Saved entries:
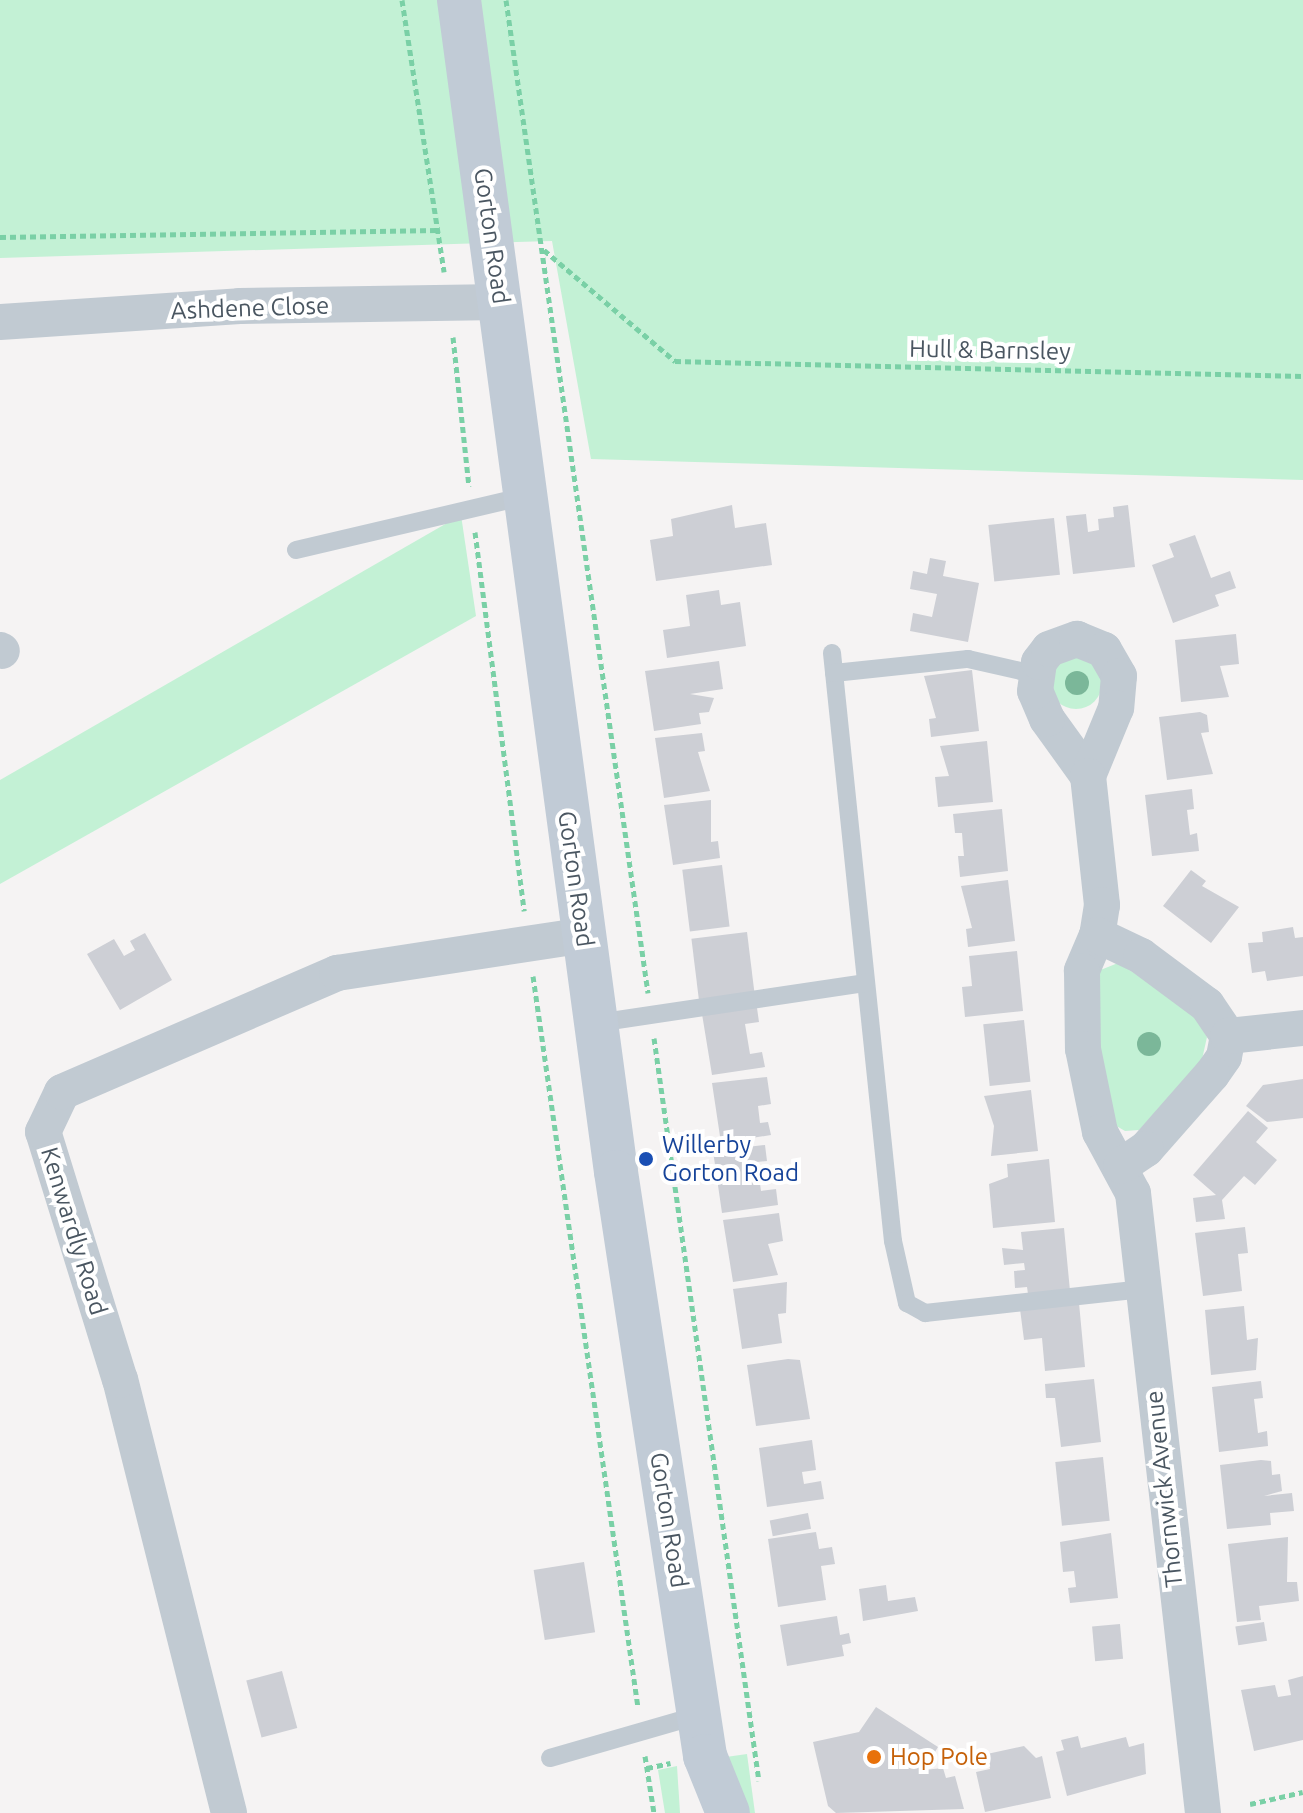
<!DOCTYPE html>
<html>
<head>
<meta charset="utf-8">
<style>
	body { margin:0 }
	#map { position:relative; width:1303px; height:1813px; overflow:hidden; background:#f5f3f3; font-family:Ubuntu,sans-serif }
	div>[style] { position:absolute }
	.green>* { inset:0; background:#c3f1d5 }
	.round { border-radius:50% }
	.building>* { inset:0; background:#cdcfd5; transform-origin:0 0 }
	.path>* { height:5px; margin-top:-2.5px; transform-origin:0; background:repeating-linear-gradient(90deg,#7ad0a6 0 6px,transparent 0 10px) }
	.service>* { height:18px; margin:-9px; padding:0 9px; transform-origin:9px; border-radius:9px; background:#c1cad2 }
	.minor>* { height:36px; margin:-18px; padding:0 18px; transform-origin:18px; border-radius:18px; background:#c1cad2 }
	.secondary>* { height:44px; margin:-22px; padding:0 22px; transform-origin:22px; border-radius:22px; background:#c1cbd6 }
	.trees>* { width:24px; height:24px; margin:-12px; border-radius:50%; background:#7bb799 }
	.dots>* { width:22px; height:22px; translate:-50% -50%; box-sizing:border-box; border:4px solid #fff; border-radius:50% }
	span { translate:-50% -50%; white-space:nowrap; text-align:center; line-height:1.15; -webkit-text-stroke:8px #fff; paint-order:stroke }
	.street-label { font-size:24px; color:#4a5661 }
	.transit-label { font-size:24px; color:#164399 }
	.left { translate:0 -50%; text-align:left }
	.food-label { font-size:24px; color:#c56008 }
</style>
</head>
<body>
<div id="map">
	<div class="green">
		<i style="clip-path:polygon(0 0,1303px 0,1303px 480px,591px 459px,552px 241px,0 258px)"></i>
		<i style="clip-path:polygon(461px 515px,476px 616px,0 884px,0 780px)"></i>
		<i class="round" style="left:1050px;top:657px;width:52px;height:52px"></i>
		<i style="clip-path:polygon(1118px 963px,1191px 1008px,1207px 1037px,1201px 1064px,1139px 1130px,1125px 1131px,1113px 1124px,1095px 1047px,1098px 971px)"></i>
		<i style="clip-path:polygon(747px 1754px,755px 1813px,736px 1813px,726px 1757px)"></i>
		<i style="clip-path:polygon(677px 1766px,680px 1813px,665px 1813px,658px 1770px)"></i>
	</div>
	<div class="building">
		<i style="clip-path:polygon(732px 505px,735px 528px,766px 523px,772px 565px,656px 581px,650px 540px,673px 536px,671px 519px)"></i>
		<i style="clip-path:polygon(1128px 505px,1135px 567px,1073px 574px,1066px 516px,1086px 514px,1088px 532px,1099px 530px,1098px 519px,1114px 517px,1113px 507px)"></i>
		<i style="left:1054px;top:518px;width:57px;height:66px;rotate:84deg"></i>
		<i style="clip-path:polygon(1195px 535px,1211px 578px,1230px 571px,1236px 588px,1215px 595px,1219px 606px,1173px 623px,1152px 565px,1174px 557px,1169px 544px)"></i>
		<i style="clip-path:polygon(930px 558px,946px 561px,943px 576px,979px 583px,968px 642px,910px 631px,913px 613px,932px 617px,937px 594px,910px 589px,913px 571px,927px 574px)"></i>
		<i style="clip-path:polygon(719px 590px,721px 605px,740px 602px,746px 646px,667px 658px,663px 630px,690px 626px,686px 595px)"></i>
		<i style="clip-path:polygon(1236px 634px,1239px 664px,1220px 666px,1229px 697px,1181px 702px,1175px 640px)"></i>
		<i style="clip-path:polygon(719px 661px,723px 689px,690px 694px,714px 698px,709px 712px,699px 713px,701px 724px,654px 731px,645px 671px)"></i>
		<i style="clip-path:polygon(972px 670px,979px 731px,931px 737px,929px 719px,936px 718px,924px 676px)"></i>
		<i style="clip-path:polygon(1200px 712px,1207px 715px,1209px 732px,1201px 733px,1213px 774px,1167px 780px,1159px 717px)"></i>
		<i style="clip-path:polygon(702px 733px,705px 751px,698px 752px,710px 791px,664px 798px,655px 738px)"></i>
		<i style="clip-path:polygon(987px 741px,993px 802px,938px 807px,935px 777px,949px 776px,940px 746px)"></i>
		<i style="clip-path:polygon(1192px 789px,1194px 809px,1187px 810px,1190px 835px,1197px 833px,1199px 851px,1152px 856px,1145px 795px)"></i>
		<i style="clip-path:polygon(711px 800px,711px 842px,718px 841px,720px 858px,673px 865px,664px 805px)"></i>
		<i style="clip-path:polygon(1002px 809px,1008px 871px,960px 877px,958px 856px,964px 856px,963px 846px,962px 833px,955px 833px,953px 814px)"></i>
		<i style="left:722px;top:865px;width:62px;height:40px;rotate:83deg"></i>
		<i style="clip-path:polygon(1191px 870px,1206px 881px,1202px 886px,1239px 907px,1211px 943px,1163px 906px)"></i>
		<i style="clip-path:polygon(1008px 880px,1015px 941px,968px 947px,966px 929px,972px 928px,961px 886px)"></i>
		<i style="clip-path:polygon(1293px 927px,1295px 938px,1303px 937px,1303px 976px,1267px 981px,1265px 971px,1252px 973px,1248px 943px,1263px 942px,1262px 932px)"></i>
		<i style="left:747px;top:932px;width:61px;height:56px;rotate:83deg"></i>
		<i style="clip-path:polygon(145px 933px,172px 980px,120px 1010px,87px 954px,114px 939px,124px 956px,135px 950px,130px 941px)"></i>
		<i style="clip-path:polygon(1017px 951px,1023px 1011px,965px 1017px,962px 987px,972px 986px,969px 956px)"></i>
		<i style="clip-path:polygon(743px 1007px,757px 1008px,759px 1022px,745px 1024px,750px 1054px,762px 1052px,765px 1067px,712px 1075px,702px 1014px)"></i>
		<i style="left:1024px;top:1020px;width:62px;height:41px;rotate:84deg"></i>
		<i style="clip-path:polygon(767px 1077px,771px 1104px,758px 1106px,760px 1123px,768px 1122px,771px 1135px,721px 1143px,712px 1083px)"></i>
		<i style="clip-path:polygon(1303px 1079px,1303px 1118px,1267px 1122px,1246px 1106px,1263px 1085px)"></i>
		<i style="clip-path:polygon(1031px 1090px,1038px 1151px,991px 1156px,994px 1126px,984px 1096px)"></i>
		<i style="clip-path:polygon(1248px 1111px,1268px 1128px,1256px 1142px,1277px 1160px,1255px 1185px,1244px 1176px,1222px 1200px,1225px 1219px,1196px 1222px,1193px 1198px,1216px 1195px,1193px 1175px)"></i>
		<i style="clip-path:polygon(765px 1145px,767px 1161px,757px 1162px,761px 1191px,776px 1189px,778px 1205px,722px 1213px,713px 1151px)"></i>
		<i style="clip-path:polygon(1049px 1159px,1055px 1222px,993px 1228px,989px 1184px,1008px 1177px,1007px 1164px)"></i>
		<i style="clip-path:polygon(779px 1213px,783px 1241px,768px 1244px,778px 1275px,733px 1282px,723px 1220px)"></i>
		<i style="clip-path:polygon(1245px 1227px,1248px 1253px,1238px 1254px,1242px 1291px,1203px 1296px,1195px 1233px)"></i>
		<i style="clip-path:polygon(1064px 1228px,1070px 1291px,1028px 1294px,1027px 1287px,1015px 1288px,1014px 1271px,1025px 1270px,1024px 1263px,1004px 1265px,1002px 1248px,1023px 1250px,1021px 1232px)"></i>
		<i style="clip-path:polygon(787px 1282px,786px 1313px,778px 1314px,782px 1343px,742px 1349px,733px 1289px)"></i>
		<i style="clip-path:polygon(1079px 1303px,1085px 1367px,1045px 1371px,1042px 1338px,1024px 1340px,1020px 1309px)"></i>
		<i style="clip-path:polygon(1244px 1306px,1247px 1340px,1258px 1338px,1256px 1370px,1211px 1375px,1205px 1310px)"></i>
		<i style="clip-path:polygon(788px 1359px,800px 1360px,810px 1419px,756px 1426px,747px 1365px)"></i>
		<i style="clip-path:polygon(1094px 1379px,1101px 1442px,1061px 1447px,1055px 1398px,1046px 1398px,1045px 1384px)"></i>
		<i style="clip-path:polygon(1261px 1381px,1263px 1398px,1254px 1399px,1258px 1433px,1267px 1431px,1268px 1446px,1219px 1452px,1212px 1387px)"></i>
		<i style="clip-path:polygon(812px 1440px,816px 1470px,802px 1472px,804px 1484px,821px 1481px,824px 1499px,767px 1507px,759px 1448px)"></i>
		<i style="left:1103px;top:1457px;width:64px;height:48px;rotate:84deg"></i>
		<i style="clip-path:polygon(1261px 1460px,1271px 1461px,1272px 1475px,1280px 1474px,1282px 1491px,1264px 1496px,1292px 1493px,1294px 1511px,1270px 1513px,1271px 1525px,1227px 1529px,1220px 1465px)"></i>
		<i style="left:808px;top:1513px;width:16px;height:39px;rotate:79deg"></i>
		<i style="clip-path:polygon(816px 1532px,819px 1549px,832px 1547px,835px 1564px,821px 1566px,826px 1600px,778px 1607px,768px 1539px)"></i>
		<i style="clip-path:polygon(1111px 1533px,1118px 1598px,1070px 1603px,1068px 1588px,1076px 1587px,1074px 1571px,1063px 1572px,1060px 1542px)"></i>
		<i style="clip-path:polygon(1288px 1537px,1287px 1582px,1297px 1582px,1299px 1601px,1259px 1606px,1261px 1620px,1237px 1622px,1228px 1544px)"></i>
		<i style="left:584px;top:1562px;width:71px;height:51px;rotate:81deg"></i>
		<i style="clip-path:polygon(886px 1585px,888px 1601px,915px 1597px,918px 1611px,863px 1621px,859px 1589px)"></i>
		<i style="clip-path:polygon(837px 1616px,840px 1635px,849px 1633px,851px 1643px,842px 1645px,844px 1656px,787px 1666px,780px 1625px)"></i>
		<i style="left:1264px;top:1622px;width:19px;height:29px;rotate:81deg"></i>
		<i style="left:1120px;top:1624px;width:35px;height:28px;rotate:85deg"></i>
		<i style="left:282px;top:1671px;width:59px;height:37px;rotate:75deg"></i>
		<i style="clip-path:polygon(1303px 1676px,1303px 1740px,1254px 1751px,1241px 1690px,1275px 1685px,1278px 1697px,1291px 1695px,1288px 1680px)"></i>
		<i style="clip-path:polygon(876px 1707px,938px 1747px,924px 1770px,943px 1768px,946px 1778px,955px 1776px,964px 1809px,836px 1813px,828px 1806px,813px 1742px,859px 1732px)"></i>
		<i style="clip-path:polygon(1078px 1736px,1081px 1748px,1126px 1737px,1129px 1747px,1144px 1743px,1146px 1774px,1067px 1796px,1056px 1752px,1064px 1750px,1061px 1740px)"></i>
		<i style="clip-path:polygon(1024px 1746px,1036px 1758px,1042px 1756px,1051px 1798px,985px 1812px,976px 1772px,990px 1769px,987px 1754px)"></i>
	</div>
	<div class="path">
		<i style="left:402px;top:0;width:275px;rotate:81.2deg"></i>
		<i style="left:506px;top:0;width:1003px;rotate:81.86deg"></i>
		<i style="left:0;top:237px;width:438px;rotate:-0.9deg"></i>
		<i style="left:544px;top:250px;width:172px;rotate:40.3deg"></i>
		<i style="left:675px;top:361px;width:628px;rotate:1.37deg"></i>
		<i style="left:453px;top:337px;width:150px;rotate:83.9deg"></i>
		<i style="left:475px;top:532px;width:382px;rotate:82.6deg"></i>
		<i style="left:533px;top:976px;width:739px;rotate:81.83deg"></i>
		<i style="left:654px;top:1038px;width:750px;rotate:81.96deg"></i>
		<i style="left:645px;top:1756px;width:58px;rotate:81deg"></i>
		<i style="left:647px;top:1768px;width:24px;rotate:-12deg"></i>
		<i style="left:1250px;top:1804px;width:54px;rotate:-12.8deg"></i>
	</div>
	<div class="service">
		<i style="left:296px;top:550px;width:236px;rotate:-13.2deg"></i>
		<i style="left:832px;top:653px;width:591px;rotate:84.08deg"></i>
		<i style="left:893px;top:1241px;width:64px;rotate:77.3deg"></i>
		<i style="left:907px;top:1303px;width:21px;rotate:29deg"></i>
		<i style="left:925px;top:1313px;width:219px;rotate:-6.3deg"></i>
		<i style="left:834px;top:673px;width:135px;rotate:-6deg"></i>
		<i style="left:968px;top:659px;width:68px;rotate:12.8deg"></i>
		<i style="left:597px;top:1023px;width:272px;rotate:-8.5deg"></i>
		<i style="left:550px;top:1758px;width:155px;rotate:-16.1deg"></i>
	</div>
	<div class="minor">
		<i style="left:0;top:322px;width:240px;rotate:-3.8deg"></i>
		<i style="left:239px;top:306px;width:262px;rotate:-0.9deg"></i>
		<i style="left:0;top:650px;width:2px;rotate:27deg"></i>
		<i style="left:1088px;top:776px;width:70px;rotate:-125.7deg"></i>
		<i style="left:1047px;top:719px;width:30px;rotate:-113deg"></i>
		<i style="left:1035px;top:691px;width:29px;rotate:-82deg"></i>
		<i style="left:1039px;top:662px;width:16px;rotate:-52deg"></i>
		<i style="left:1049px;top:649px;width:30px;rotate:-20deg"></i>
		<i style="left:1077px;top:639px;width:29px;rotate:22deg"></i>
		<i style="left:1104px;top:650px;width:30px;rotate:60deg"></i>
		<i style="left:1119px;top:676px;width:32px;rotate:95deg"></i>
		<i style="left:1116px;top:708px;width:74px;rotate:112.4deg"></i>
		<i style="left:1088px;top:776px;width:130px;rotate:83.8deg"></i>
		<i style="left:1102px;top:905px;width:30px;rotate:99deg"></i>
		<i style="left:1097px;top:935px;width:39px;rotate:113deg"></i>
		<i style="left:1082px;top:971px;width:78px;rotate:89.3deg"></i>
		<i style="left:1083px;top:1049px;width:85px;rotate:78.4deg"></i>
		<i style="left:1100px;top:1132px;width:69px;rotate:61.6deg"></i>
		<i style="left:1133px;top:1193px;width:624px;rotate:83.56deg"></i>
		<i style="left:1097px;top:935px;width:49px;rotate:25.5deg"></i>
		<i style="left:1141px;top:956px;width:82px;rotate:36.6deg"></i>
		<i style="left:1207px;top:1005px;width:37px;rotate:56deg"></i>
		<i style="left:1228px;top:1036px;width:21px;rotate:101deg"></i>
		<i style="left:1224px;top:1057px;width:21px;rotate:125deg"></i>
		<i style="left:1212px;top:1074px;width:100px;rotate:131.3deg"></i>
		<i style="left:1146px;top:1149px;width:30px;rotate:146deg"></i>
		<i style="left:1228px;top:1036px;width:75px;rotate:-6.1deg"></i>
		<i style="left:229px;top:1813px;width:447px;rotate:-104.1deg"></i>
		<i style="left:120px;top:1380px;width:260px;rotate:-107.2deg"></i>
		<i style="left:43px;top:1132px;width:44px;rotate:-64.6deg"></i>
		<i style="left:62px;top:1092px;width:300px;rotate:-23.4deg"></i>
		<i style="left:337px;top:973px;width:250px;rotate:-8.7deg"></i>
	</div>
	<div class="secondary">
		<i style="left:459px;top:0;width:1182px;rotate:82.37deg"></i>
		<i style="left:616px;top:1172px;width:591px;rotate:81.33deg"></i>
		<i style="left:705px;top:1756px;width:61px;rotate:68deg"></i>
	</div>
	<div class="trees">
		<i style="left:1077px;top:683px"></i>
		<i style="left:1149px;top:1044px"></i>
	</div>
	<div class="dots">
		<i style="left:646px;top:1159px;background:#1a4fb4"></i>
		<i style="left:874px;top:1757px;background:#e8710a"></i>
	</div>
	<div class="street-label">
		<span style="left:492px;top:236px;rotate:82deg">Gorton Road</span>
		<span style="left:250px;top:308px;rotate:-2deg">Ashdene Close</span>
		<span style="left:990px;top:350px;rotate:1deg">Hull &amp; Barnsley</span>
		<span style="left:576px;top:879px;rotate:82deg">Gorton Road</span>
		<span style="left:74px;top:1231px;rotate:73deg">Kenwardly Road</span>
		<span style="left:1164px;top:1489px;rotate:-96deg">Thornwick Avenue</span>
		<span style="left:669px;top:1520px;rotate:81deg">Gorton Road</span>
	</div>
	<div class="transit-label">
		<span class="left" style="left:662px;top:1159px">Willerby<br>Gorton Road</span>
	</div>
	<div class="food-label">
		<span class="left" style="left:890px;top:1757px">Hop Pole</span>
	</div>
</div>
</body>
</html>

§ Exercise brief: Reproduce only the lines from the beginning of the data through the line that contains "height:18px; margin:-9px; padding:0", both included, and please drop the pictures.

§ Solution to this problem:
<!DOCTYPE html>
<html>
<head>
<meta charset="utf-8">
<style>
	body { margin:0 }
	#map { position:relative; width:1303px; height:1813px; overflow:hidden; background:#f5f3f3; font-family:Ubuntu,sans-serif }
	div>[style] { position:absolute }
	.green>* { inset:0; background:#c3f1d5 }
	.round { border-radius:50% }
	.building>* { inset:0; background:#cdcfd5; transform-origin:0 0 }
	.path>* { height:5px; margin-top:-2.5px; transform-origin:0; background:repeating-linear-gradient(90deg,#7ad0a6 0 6px,transparent 0 10px) }
	.service>* { height:18px; margin:-9px; padding:0 9px; transform-origin:9px; border-radius:9px; background:#c1cad2 }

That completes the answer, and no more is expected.